While no customer funds were compromised, roughly 2,000 users may have had their data viewed. Kraken says all affected individuals have already been notified.

Behind the scenes, the company is now working closely with law enforcement across multiple jurisdictions, with Percoco stating there is “sufficient evidence” to identify and arrest those responsible.

Insider threats rise as crypto security risks evolve

The incident underscores a growing trend in crypto security: attacks are increasingly targeting people, not just protocols.

Kraken noted ongoing efforts to combat insider recruitment schemes affecting not only crypto firms, but also gaming and telecom companies—suggesting a broader cybercrime playbook aimed at exploiting human vulnerabilities.

At the same time, physical “wrench attacks”—where victims are coerced or attacked to hand over crypto access—are on the rise. According to CertiK, such incidents surged more than 75% year-over-year, with over $40 million in losses reported in 2025 alone.

The extortion threat also comes at a sensitive moment for Kraken’s business trajectory.

The exchange had confidentially filed for an IPO in late 2025 but has since delayed those plans amid challenging market conditions. The latest security incident adds another layer of scrutiny as the company navigates both regulatory and operational pressures.
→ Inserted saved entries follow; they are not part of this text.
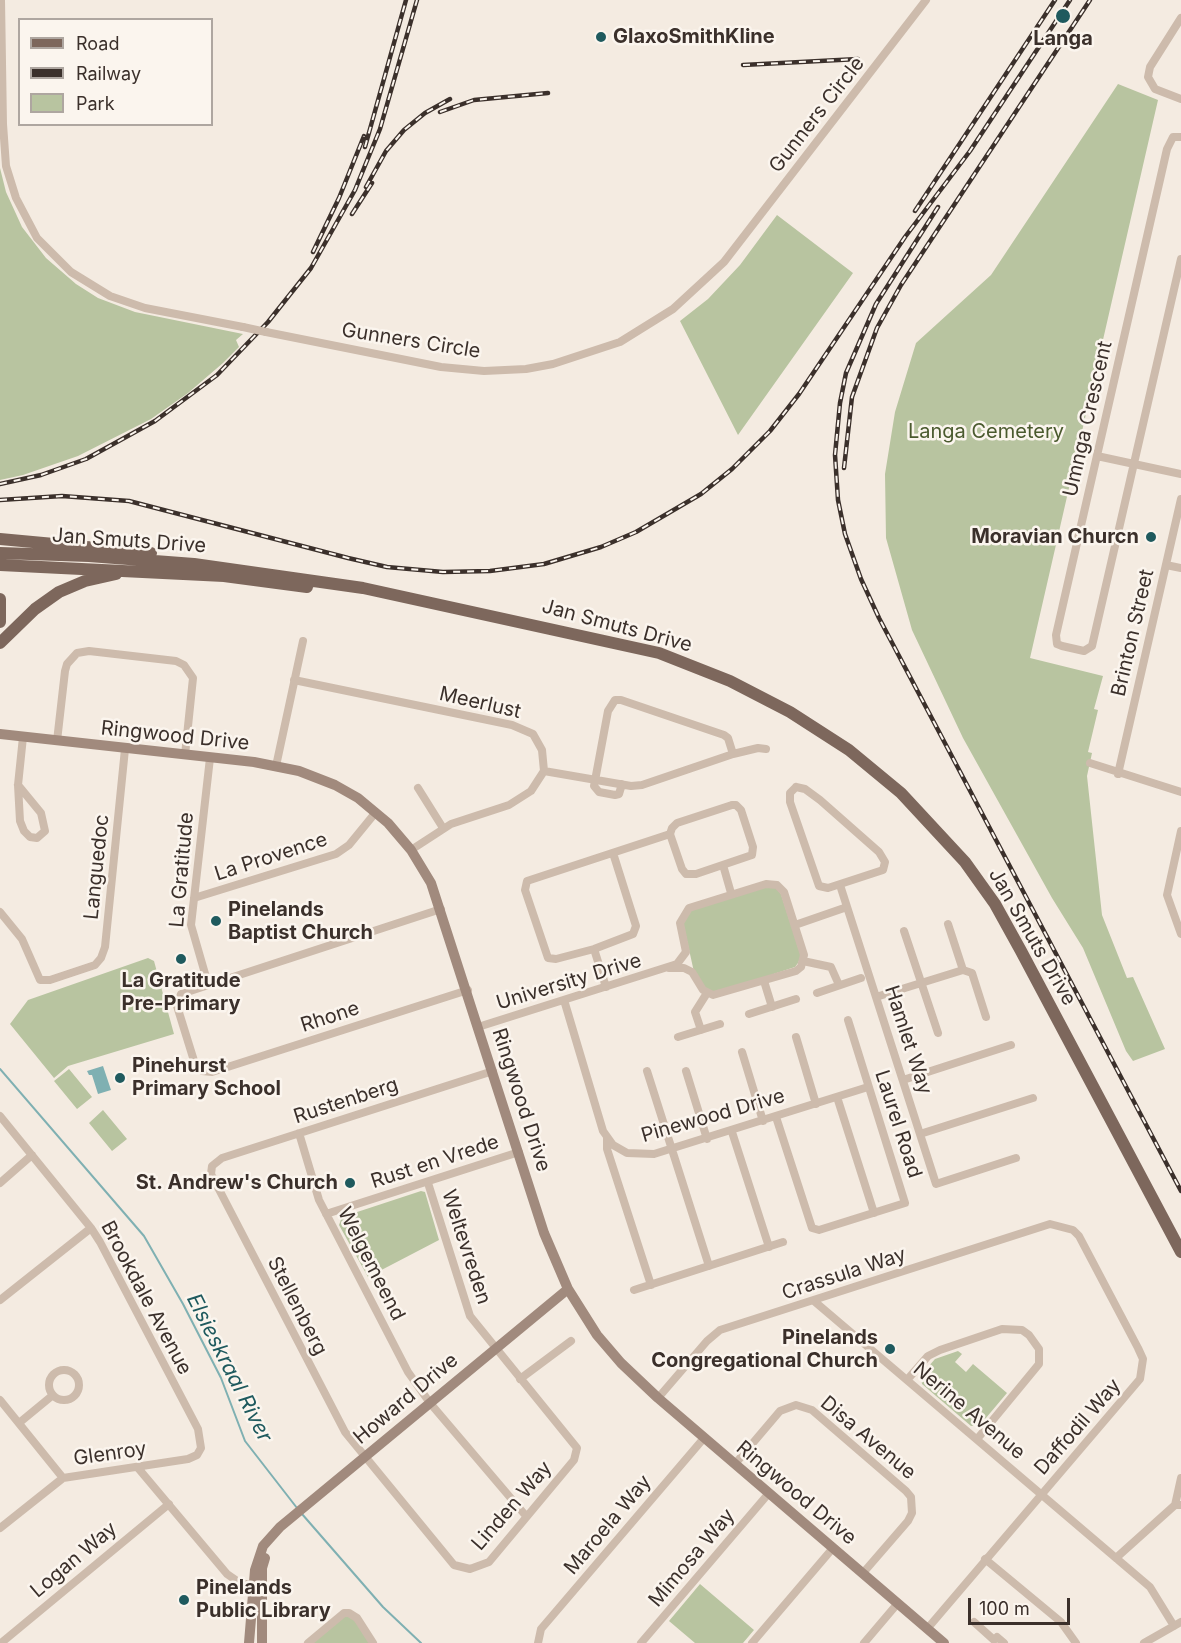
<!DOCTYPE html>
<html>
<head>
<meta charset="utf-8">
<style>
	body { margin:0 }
	#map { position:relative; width:1181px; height:1643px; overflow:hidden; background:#f4ebe1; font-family:Inter,sans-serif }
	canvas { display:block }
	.legend { position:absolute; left:18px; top:18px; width:195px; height:108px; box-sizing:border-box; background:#fbf5ee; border:2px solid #aea6a0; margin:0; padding:8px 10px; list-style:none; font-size:18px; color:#3b302b }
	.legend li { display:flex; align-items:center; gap:12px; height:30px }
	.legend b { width:30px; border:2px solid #aea6a0 }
	.scale { position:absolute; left:968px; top:1598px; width:102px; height:27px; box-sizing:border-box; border:3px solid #3b302b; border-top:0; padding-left:8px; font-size:18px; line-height:21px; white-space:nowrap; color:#3b302b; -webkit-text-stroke:4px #fbf5ee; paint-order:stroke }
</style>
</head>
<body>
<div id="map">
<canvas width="1181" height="1643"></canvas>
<ul class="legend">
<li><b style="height:8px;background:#7d675c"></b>Road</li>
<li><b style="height:8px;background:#3b302b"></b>Railway</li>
<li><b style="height:16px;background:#b8c4a0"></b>Park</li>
</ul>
<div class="scale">100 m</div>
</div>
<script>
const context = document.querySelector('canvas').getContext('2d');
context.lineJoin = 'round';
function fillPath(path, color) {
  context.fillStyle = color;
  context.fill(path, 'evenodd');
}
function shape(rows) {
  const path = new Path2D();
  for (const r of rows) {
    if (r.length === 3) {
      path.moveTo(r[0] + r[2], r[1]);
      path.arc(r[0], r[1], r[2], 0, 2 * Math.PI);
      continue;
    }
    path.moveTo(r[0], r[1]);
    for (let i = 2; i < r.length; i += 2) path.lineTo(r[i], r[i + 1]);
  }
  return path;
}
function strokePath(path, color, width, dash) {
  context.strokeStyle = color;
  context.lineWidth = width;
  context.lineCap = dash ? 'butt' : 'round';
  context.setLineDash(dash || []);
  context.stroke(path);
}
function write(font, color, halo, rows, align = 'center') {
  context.font = font + ' Inter,sans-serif';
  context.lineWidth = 5;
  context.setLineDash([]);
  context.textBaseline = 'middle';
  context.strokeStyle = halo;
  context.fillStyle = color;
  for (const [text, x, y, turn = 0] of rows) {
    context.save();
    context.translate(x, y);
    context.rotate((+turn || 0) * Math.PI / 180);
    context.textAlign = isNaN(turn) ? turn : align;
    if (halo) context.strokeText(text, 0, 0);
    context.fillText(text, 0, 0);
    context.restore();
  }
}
const green = shape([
	[1118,84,1158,100,1030,658,1103,676,1094,709,1098,710,1088,752,1092,753,1087,776,1102,915,1127,978,1133,977,1165,1049,1133,1061,1126,1051,1083,948,1052,898,963,738,912,630,886,538,885,474,895,412,916,343,991,275],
	[0,168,6,192,22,227,46,258,76,284,98,298,135,312,243,334,236,340,239,347,223,363,188,393,151,419,78,456,23,475,0,480],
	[777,215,853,273,738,435,680,321,708,299,740,265],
	[765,886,776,888,781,894,801,956,798,963,795,967,719,992,708,991,694,972,682,918,689,910],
	[148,958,154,961,174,1034,68,1066,54,1078,10,1024,28,1000],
	[69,1069,92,1097,77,1109,54,1081],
	[103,1110,127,1139,112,1151,89,1123],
	[421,1191,425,1192,439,1240,368,1277,339,1225,342,1217],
	[958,1351,962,1354,955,1362,966,1372,973,1364,1007,1393,980,1425,971,1426,922,1384,921,1375,935,1359],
	[700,1584,754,1630,743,1643,695,1643,669,1621],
	[344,1616,353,1618,370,1643,311,1643]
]);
const water = shape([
	[103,1066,111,1090,98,1094,92,1075,89,1075,87,1071]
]);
const stream = shape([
	[0,1069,144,1236,183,1304,221,1378,245,1441,297,1508],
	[302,1514,383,1607,421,1643]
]);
const street = shape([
	[1,0,3,124,6,166,16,198,37,238,71,272,110,296,145,308,243,327],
	[1181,18,1150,67,1148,77,1155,89,1181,99],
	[1181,137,1173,137,1167,149,1056,635,1057,644,1062,646,1084,651,1092,646,1181,259],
	[266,332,441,367,484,371,526,369,553,364,620,342,673,309,724,262,926,0],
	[1097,456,1181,474],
	[1166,565,1181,568],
	[294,680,512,725,533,734,542,750,544,771,531,791,509,805,451,824,411,850],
	[57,741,65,671,67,664,77,653,89,651,176,661,184,665,193,678,185,755],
	[1090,763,1181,792],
	[276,766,303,641],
	[544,771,631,786,642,785,733,754,758,748,766,749],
	[1118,774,1181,499],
	[622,784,619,794,615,795,599,792,594,786,608,711,615,700,621,700,724,735,728,738,733,754],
	[18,785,41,813,45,831,37,838,30,837,24,831,20,821,18,785,23,737],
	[796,787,805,789,820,800,879,852,885,862,883,870,828,888,819,886,790,802,790,793,796,787],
	[418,788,443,828],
	[732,805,736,805,741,810,753,847,752,855,696,874,686,874,682,869,670,834,672,828,677,823,732,805],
	[1181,831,1167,895,1181,934],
	[613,853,636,926,633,934,594,949,556,959,548,958,525,890,527,881,670,834],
	[723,865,731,893],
	[840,885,936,1184,1016,1158],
	[194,898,336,854,349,845,376,812],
	[441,909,181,994,177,1006,195,1064,202,1071,212,1072,468,990],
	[0,912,22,939,40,980,50,980,95,965,101,958,105,947,125,749],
	[948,924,963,970,972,973,986,1017],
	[795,925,847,907],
	[904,931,938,1033],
	[594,949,606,987],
	[803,961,831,967,839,985],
	[764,981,772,1007],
	[208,984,191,925,210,758],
	[817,993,861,978],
	[876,997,963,970],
	[564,1000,603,1131,613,1145,627,1153,654,1154,868,1087],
	[749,1014,796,999],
	[478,1027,677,964,686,952,680,923,689,908,766,884,777,885,784,892,804,955,801,967,796,971,713,995,703,990,692,972,684,968,669,968],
	[701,1030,695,1012,707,993],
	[678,1037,720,1024],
	[796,1037,816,1104],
	[742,1052,763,1121],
	[647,1071,709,1266],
	[686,1071,707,1139],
	[903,1080,1011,1045],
	[837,1097,874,1213],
	[0,1116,91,1228,100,1242,198,1429,201,1448,197,1455,188,1459,63,1478,0,1528],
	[776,1117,812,1228,819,1230,905,1203,848,1020],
	[732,1132,769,1247],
	[299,1133,319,1200,408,1372,430,1403,526,1516],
	[920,1134,1033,1098],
	[607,1138,607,1149,651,1285],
	[0,1183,32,1155],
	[428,1183,470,1316,577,1448,574,1460,489,1562,470,1569,454,1565,345,1432,211,1174,212,1166,222,1158,493,1071],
	[326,1214,519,1152],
	[634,1290,783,1242],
	[0,1300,91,1228],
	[814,1301,1150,1587,1174,1626],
	[64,1385,15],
	[520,1379,571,1341],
	[907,1380,928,1356,940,1350,1002,1329,1022,1330,1029,1335,1039,1349,1039,1364,978,1438],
	[658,1398,707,1341,720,1330,1050,1224,1073,1230,1079,1236,1138,1348,1143,1359,1140,1379,927,1629],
	[0,1400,63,1478],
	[19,1423,53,1395],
	[735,1464,780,1411,796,1405,812,1410,906,1491,911,1497,912,1513,908,1521,863,1573],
	[138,1468,227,1574,240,1583,258,1586],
	[1175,1505,1181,1478],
	[1116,1558,1175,1505,1181,1505],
	[985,1559,1061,1622,1076,1643],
	[974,1622,994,1640,997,1637,1004,1643],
	[1,1643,169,1504],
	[308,1643,344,1613,349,1613,357,1618,373,1643],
	[538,1643,541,1629,704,1438],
	[641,1643,769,1493],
	[752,1643,833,1548],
	[864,1643,898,1603],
	[1144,1643,1181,1622]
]);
const secondary = shape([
	[0,734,254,762,299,771,335,785,358,798,388,823,411,850,431,883,544,1233,568,1289,597,1335,621,1363,658,1398,944,1643],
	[249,1643,255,1570,263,1546,280,1527,568,1289],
	[262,1643,262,1568,265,1558]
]);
const primary = shape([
	[0,539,151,553],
	[0,553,89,556,194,564,363,588,659,653,730,681,790,712,849,750,901,793,965,862,995,904,1021,951,1181,1252],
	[0,565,224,576,307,587],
	[0,599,0,622],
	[0,643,35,609,59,592,85,581,116,574]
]);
const rail = shape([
	[743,65,858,59],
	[440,112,474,100,548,93],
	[365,147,406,0],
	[366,187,386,151,404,130,425,113,450,99],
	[938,207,876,304,846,373,840,403,835,455,838,500,845,534,861,579,879,618,1181,1191],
	[915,211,1055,0],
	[352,214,372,183],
	[313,252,339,198,364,136],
	[844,468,852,397,877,328,901,285,1090,0],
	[0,484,41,475,86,459,155,421,217,375,268,322,311,268,355,190,380,129,417,0],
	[0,500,62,496,129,501,348,558,387,567,443,572,490,571,544,564,601,547,636,532,701,494,732,469,770,431,799,394,905,237,970,151,1070,0]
]);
const streetBridge = shape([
	[243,327,266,332]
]);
const markers = [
	[1063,16,8,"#1f5a5e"],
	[601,37,6,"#1f5a5e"],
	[1151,537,6,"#1f5a5e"],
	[216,921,6,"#1f5a5e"],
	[181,959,6,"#1f5a5e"],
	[120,1078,6,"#1f5a5e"],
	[350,1183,6,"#1f5a5e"],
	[890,1349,6,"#1f5a5e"],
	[184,1600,6,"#1f5a5e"]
];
const poiNames = [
	["GlaxoSmithKline",613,37],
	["Langa",1063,39,"center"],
	["Moravian Churcn",1139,537,"right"],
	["Pinelands",228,910],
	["Baptist Church",228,933],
	["La Gratitude",181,981,"center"],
	["Pre-Primary",181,1004,"center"],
	["Pinehurst",132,1066],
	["Primary School",132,1089],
	["St. Andrew's Church",338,1183,"right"],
	["Pinelands",878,1338,"right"],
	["Congregational Church",878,1361,"right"],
	["Pinelands",196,1588],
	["Public Library",196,1611]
];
const streetNames = [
	["Gunners Circle",817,115,-52],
	["Gunners Circle",411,341,9],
	["Umnga Crescent",1088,419,-77],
	["Jan Smuts Drive",129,541,4],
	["Jan Smuts Drive",617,626,15],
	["Brinton Street",1133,633,-77],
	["Meerlust",480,703,13],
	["Ringwood Drive",175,736,6],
	["La Provence",271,857,-18],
	["Languedoc",97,867,-84],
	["La Gratitude",182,870,-85],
	["Jan Smuts Drive",1032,937,60],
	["University Drive",569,982,-17],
	["Rhone",330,1017,-18],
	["Hamlet Way",908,1040,72],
	["Ringwood Drive",521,1100,72],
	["Rustenberg",346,1101,-18],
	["Pinewood Drive",713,1116,-16],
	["Laurel Road",898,1124,72],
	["Rust en Vrede",435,1162,-18],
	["Weltevreden",466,1247,72],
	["Welgemeend",371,1264,63],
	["Crassula Way",844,1274,-18],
	["Brookdale Avenue",146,1298,62],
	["Stellenberg",297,1306,63],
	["Howard Drive",406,1399,-40],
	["Nerine Avenue",969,1411,40],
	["Daffodil Way",1078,1427,-49],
	["Disa Avenue",868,1438,40],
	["Glenroy",110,1454,-8],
	["Ringwood Drive",796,1493,40],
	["Linden Way",512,1506,-49],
	["Maroela Way",608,1525,-50],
	["Mimosa Way",692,1558,-50],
	["Logan Way",74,1560,-40]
];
const parkNames = [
	["Langa Cemetery",986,432]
];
const waterNames = [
	["Elsieskraal River",229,1368,63]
];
fillPath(green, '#b8c4a0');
fillPath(water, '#7fb0b2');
strokePath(stream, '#7fb0b2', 2);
strokePath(street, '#cdbbac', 8);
strokePath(secondary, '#a18a7d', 10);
strokePath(primary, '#7d675c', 12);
strokePath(rail, '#3b302b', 4.5);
strokePath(rail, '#fbf5ee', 2, [7]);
strokePath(streetBridge, '#cdbbac', 8);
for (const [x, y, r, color] of markers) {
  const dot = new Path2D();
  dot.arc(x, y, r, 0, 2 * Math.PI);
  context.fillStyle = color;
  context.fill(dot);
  strokePath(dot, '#fbf5ee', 2);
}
write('bold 20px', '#3b302b', '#fbf5ee', poiNames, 'left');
write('20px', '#3b302b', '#fbf5ee', streetNames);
write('20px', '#4a5a2e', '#fbf5ee', parkNames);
write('italic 21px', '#1f5a5e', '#fbf5ee', waterNames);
</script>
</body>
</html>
The situation mirrors past industry incidents, including a 2024 data breach at Coinbase, where attackers bribed customer support staff to access sensitive user information.

A defining moment for crypto’s response to cybercrime

Kraken’s refusal to negotiate marks a notable stance in an industry often forced into difficult decisions when facing extortion.

Instead of paying to contain the damage, the exchange is betting on law enforcement, transparency, and prosecution to deter future attacks.

As crypto threats evolve—from smart contract exploits to insider leaks and real-world coercion—this case highlights a shifting battleground: one where security is no longer just about code, but about controlling access, trust, and human risk.

For Kraken, the message is clear: no deals with attackers—only accountability.